The consumer price index rose by 6.2 per cent in the 12 months to February this year, an increase from the 5.5 per cent jump in January, according to the Office for National Statistics.

The bump in prices has been driven by the increasing cost of energy and transport, and the jump last month was specifically driven by rises in the price of games, toys, clothing and footwear.

The increase will pile more pressure on chancellor Rishi Sunak to combat the cost of living crisis, which has been exacerbated in the past month due to Russia’s invasion of Ukraine.  

The Bank of England has now missed its 2 per cent target inflation rate since May last year, and it raised interest rates on March 17 to 0.75 per cent in an attempt to curb rising prices.

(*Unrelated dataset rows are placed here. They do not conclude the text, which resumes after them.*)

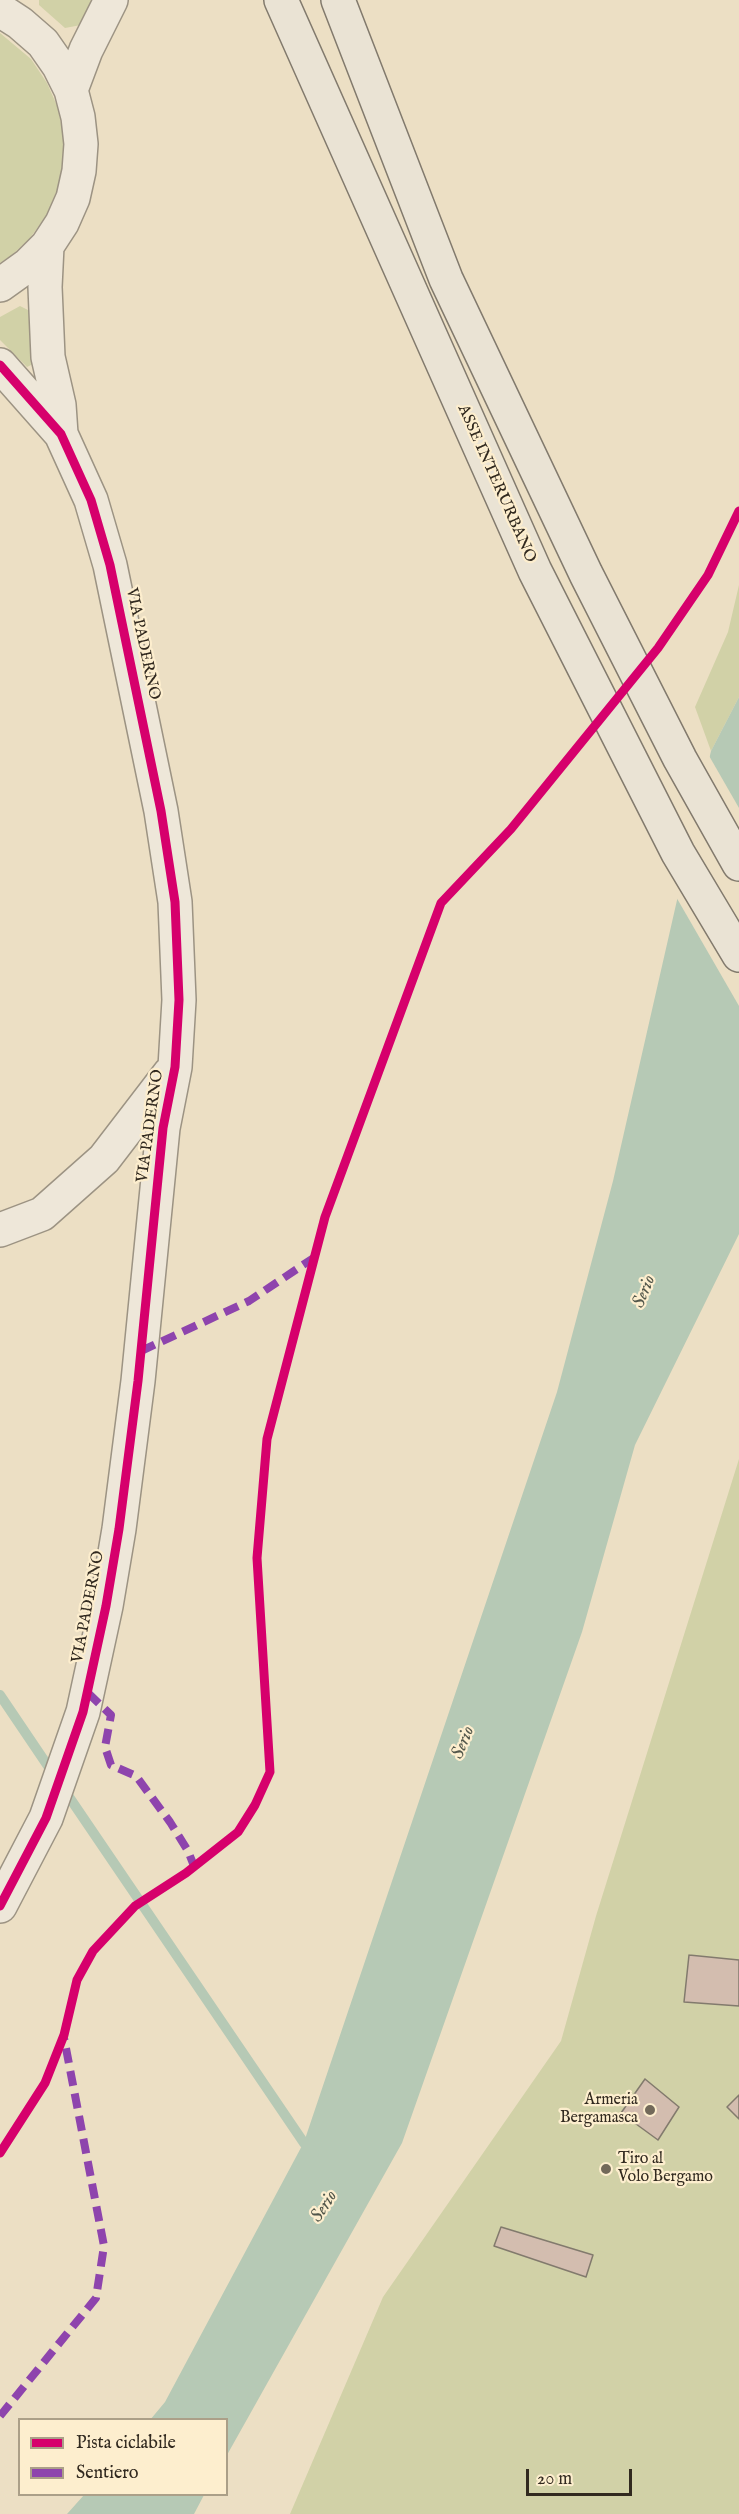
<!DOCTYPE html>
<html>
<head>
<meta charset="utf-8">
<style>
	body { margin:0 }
	#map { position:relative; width:739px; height:2514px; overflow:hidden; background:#ecdfc4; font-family:"IM FELL English",serif }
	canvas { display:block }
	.legend { position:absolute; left:18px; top:2418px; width:210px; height:78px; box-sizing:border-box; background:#fdeece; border:2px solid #ab9f88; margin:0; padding:8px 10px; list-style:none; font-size:18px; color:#31291f }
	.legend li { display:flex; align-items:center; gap:12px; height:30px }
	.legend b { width:30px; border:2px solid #ab9f88 }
	.scale { position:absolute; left:526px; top:2469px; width:106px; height:27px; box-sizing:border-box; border:3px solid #31291f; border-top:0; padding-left:8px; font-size:18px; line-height:21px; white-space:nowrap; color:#31291f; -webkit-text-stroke:4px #fdeece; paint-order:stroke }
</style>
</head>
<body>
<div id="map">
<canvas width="739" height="2514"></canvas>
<ul class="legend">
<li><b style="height:8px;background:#d6006c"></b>Pista ciclabile</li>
<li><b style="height:8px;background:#8e44ad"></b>Sentiero</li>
</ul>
<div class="scale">20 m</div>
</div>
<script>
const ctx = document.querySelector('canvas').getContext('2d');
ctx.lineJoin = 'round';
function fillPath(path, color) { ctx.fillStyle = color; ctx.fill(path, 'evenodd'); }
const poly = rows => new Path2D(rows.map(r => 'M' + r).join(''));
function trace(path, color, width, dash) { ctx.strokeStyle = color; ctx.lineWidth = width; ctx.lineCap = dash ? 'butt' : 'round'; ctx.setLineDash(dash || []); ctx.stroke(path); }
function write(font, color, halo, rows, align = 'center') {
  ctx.font = font + ' "IM FELL English",serif'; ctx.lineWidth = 4.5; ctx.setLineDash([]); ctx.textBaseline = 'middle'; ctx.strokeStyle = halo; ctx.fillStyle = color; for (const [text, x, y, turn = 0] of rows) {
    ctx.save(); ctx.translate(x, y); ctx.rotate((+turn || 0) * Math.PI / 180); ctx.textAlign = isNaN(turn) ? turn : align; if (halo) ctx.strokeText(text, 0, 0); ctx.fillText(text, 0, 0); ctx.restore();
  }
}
fillPath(poly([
	[39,0,91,0,81,25,65,28,39,5],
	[0,33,31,59,47,83,58,108,63,135,63,163,57,190,46,216,30,238,12,255,0,263],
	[20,306,30,311,35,363,27,367,0,340,0,317],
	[739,585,739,697,711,751,695,707,728,632],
	[739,1459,739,2514,290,2514,383,2297,561,2041,596,1916]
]), '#d1d1a7');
fillPath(poly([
	[739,697,739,1234,635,1445,582,1632,402,2143,227,2455,226,2420,150,2420,165,2402,304,2142,557,1392,613,1181,711,751],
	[84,2495,84,2494,204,2495,194,2514,67,2514]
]), '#b6c9b5');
fillPath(poly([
	[708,754,739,808,739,1006,675,895]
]), '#ecdfc4');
trace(poly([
	[0,1695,54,1775],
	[63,1788,304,2143,314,2153]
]), '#b6c9b5', 10);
const building = poly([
	[689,1955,739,1960,739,2006,684,2002,689,1955],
	[645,2079,679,2107,658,2140,621,2113,645,2079],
	[739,2095,739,2119,727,2107,739,2095],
	[501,2227,593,2255,586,2277,494,2246,501,2227]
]);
fillPath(building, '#d3bdaf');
trace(building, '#827a6d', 1.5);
const minor = poly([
	[0,10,20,23,43,43,59,66,71,90,78,117,81,144,79,171,73,198,62,223,47,246,28,265,0,285],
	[71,90,86,50,111,0],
	[47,246,45,287,48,357,59,405,61,434],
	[0,365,61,434,91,500,110,565,161,811,175,902,179,1000,175,1067,163,1128,138,1381,119,1529,106,1606,83,1712,46,1818,0,1906],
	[0,1230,42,1214,104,1159,170,1073]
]);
const highway = poly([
	[281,0,535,571,678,853,739,955],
	[338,0,446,279,586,574,680,759,739,864]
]);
trace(minor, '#9c9383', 36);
trace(highway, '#827a6d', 36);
trace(minor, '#eee7d9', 33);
trace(highway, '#eae3d4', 33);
trace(poly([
	[141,1351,249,1301,315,1257],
	[88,1693,111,1715,105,1747,111,1765,136,1776,170,1822,188,1851,194,1866],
	[0,2416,96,2298,104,2246,64,2038]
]), '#8e44ad', 8, [15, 8]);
trace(poly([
	[0,365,61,434,91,500,110,565,161,811,175,902,179,1000,175,1067,163,1128,138,1381,119,1529,106,1606,83,1712,46,1818,0,1906],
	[0,2153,45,2083,64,2035,77,1980,93,1951,135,1906,186,1873,238,1832,255,1805,270,1772,257,1558,267,1439,325,1217,441,903,511,829,658,648,708,575,739,511]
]), '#d6006c', 9);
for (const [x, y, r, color] of [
	[650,2110,6,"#726959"],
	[606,2169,6,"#726959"]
]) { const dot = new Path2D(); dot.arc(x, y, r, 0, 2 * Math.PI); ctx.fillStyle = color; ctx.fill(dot); trace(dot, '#fdeece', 2); }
write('16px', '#31291f', '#fdeece', [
	["ASSE INTERURBANO",496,484,66],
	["VIA PADERNO",142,644,78],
	["VIA PADERNO",151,1126,-82],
	["VIA PADERNO",89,1607,-79]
]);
write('16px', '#31291f', '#fdeece', [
	["Armeria",638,2101],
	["Bergamasca",638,2119],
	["Tiro al",618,2160,"left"],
	["Volo Bergamo",618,2178,"left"]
], 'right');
write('italic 18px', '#52564a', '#fdeece', [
	["Serio",645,1292,-68],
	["Serio",464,1743,-68],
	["Serio",325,2207,-57]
]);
</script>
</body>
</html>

Tom Birkin, actuarial consultant at XPS Pensions Group, said: “The impact of soaring inflation has been felt right across the pensions industry, with rising inflation expectations adding to schemes’ liabilities and creating challenges for trustees as they work towards long-term funding targets.

“It’s not all bad news for pension schemes, however, as the Bank of England’s recently announced hike in interest rates will have had a positive impact on liabilities and will work to counteract inflationary pressures to some extent.”